Receiving handoffs from peer54 (100)
Cross‐cover questions and discussion54 (100)

The Selective was also evaluated qualitatively through the use of open‐ended, written comments that were solicited at the end of the survey. All surveys were administered anonymously.

Data Analysis

Student paired t test was used to compare continuous variables recorded before and after the Selective. A chi‐square test was used to assess the students' perception of the usefulness of the didactic vs. the practicum methods of teaching handoffs.

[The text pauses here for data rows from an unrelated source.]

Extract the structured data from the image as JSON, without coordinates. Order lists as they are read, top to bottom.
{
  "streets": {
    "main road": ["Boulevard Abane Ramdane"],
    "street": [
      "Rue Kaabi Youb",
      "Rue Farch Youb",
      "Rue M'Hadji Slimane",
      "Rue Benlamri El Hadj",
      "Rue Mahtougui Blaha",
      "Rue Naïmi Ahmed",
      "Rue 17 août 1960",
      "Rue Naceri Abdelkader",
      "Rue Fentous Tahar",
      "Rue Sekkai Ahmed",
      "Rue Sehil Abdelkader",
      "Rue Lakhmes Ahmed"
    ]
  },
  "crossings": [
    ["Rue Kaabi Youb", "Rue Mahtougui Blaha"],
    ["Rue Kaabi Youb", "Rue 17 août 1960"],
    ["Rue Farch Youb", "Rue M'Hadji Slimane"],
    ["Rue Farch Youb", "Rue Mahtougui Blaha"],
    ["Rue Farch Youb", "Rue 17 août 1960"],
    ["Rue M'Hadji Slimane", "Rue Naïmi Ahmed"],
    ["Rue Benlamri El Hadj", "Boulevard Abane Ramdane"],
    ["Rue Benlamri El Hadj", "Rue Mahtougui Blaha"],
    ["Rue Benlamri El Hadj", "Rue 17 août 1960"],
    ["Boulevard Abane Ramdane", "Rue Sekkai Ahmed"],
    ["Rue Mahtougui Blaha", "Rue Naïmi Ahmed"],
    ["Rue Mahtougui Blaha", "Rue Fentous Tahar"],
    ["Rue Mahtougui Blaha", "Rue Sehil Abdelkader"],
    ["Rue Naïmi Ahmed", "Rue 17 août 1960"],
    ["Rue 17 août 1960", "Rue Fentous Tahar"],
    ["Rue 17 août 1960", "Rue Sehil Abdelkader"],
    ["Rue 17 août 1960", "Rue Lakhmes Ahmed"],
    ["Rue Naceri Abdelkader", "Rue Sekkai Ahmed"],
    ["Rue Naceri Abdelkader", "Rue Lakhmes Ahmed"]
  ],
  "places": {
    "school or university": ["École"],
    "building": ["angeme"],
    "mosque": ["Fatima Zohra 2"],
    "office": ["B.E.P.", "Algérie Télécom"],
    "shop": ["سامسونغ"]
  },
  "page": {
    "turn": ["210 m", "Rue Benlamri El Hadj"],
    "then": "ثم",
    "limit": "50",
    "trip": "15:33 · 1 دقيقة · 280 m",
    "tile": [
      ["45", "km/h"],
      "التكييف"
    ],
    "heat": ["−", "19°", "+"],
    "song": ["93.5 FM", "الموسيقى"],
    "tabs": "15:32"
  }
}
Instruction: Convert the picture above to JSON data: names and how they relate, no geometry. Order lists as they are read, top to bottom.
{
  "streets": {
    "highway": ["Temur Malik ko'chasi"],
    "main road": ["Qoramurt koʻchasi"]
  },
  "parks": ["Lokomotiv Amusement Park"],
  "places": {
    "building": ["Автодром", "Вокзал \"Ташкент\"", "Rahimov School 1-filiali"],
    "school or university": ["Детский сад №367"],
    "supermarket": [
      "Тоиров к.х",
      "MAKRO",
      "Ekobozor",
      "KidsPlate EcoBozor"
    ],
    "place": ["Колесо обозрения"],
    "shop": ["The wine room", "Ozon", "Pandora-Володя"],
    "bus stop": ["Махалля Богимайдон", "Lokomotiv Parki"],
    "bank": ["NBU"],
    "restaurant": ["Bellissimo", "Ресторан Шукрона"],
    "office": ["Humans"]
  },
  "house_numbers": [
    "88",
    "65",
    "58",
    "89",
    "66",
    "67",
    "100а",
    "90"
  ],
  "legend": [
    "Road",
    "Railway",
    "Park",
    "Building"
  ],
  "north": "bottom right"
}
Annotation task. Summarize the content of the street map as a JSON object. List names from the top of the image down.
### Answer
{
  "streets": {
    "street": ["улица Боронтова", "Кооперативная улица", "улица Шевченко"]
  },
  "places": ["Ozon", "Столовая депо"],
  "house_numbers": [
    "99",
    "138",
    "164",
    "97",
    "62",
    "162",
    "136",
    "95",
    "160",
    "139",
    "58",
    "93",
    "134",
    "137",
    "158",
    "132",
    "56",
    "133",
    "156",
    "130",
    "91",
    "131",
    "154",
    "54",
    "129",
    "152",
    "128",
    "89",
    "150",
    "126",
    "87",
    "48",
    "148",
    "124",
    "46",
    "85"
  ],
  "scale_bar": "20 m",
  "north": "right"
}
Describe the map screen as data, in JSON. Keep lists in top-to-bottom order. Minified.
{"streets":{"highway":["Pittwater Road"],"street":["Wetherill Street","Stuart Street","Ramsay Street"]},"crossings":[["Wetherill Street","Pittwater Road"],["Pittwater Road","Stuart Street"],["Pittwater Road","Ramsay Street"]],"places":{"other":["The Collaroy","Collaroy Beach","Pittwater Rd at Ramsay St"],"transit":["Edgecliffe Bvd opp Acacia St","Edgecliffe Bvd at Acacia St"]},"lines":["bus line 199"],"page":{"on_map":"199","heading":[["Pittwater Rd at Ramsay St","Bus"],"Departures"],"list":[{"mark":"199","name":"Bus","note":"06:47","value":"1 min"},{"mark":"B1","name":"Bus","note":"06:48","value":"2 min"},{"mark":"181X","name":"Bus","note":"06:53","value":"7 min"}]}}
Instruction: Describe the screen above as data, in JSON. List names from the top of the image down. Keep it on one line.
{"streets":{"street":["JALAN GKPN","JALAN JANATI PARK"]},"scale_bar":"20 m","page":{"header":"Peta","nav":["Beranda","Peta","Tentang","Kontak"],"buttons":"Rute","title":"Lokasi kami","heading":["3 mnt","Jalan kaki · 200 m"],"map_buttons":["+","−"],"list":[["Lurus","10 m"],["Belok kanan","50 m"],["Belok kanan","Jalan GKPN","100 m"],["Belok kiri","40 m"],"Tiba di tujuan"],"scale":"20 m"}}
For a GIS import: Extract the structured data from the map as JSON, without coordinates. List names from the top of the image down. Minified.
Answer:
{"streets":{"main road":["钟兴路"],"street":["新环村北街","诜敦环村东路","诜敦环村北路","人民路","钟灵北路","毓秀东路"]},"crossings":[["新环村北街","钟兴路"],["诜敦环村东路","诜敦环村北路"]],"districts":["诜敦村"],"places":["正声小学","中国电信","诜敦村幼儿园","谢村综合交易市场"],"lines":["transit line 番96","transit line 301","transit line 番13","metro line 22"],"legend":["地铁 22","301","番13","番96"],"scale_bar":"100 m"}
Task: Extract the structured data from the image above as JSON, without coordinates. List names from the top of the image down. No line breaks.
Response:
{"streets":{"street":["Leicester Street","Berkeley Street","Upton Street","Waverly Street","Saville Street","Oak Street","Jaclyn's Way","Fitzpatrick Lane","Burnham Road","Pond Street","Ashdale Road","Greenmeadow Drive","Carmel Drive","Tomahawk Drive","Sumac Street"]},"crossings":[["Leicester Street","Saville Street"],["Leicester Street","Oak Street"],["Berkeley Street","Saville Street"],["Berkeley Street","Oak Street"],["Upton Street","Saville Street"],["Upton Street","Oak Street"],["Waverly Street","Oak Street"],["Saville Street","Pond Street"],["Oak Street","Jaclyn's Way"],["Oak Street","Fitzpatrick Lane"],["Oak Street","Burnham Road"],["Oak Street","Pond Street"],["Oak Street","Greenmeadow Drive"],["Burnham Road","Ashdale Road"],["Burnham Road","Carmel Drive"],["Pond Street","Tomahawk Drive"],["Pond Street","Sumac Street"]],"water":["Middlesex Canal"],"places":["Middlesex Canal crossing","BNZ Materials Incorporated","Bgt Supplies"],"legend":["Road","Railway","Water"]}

All analyses were performed using SAS (version 8.1; SAS Institute, Inc., Cary, NC). Bonferroni corrections were used for multiple comparisons such that P values of <0.003 and <0.004 were considered to be significant for continuous and categorical variables, respectively. All data are reported as mean standard deviation (SD).

The survey was approved by our local Institutional Review Board.

Results

More students chose the Selective than we had capacity to accommodate (60 of a class of 150). The pre‐ and postcourse survey response rate was 56 of 60 (93%) and 58 of 60 (97%), respectively. After the Selective, the mean score in response to whether handoffs are well taught in medical school increased from 1.6 to 3.5 (P < 0.003). Our students' self‐perceived skills and knowledge about handoffs improved after the Selective (Table 2). The greatest changes in perceived knowledge occurred in questions regarding the what, how, and when of read‐backs, and the knowledge of standard verbal and written handoff structures. The responses to the survey elements which assessed our students' attitudes regarding the importance of standardization and whether they felt handoffs were safer with faculty supervision did not change after the Selective (Table 2).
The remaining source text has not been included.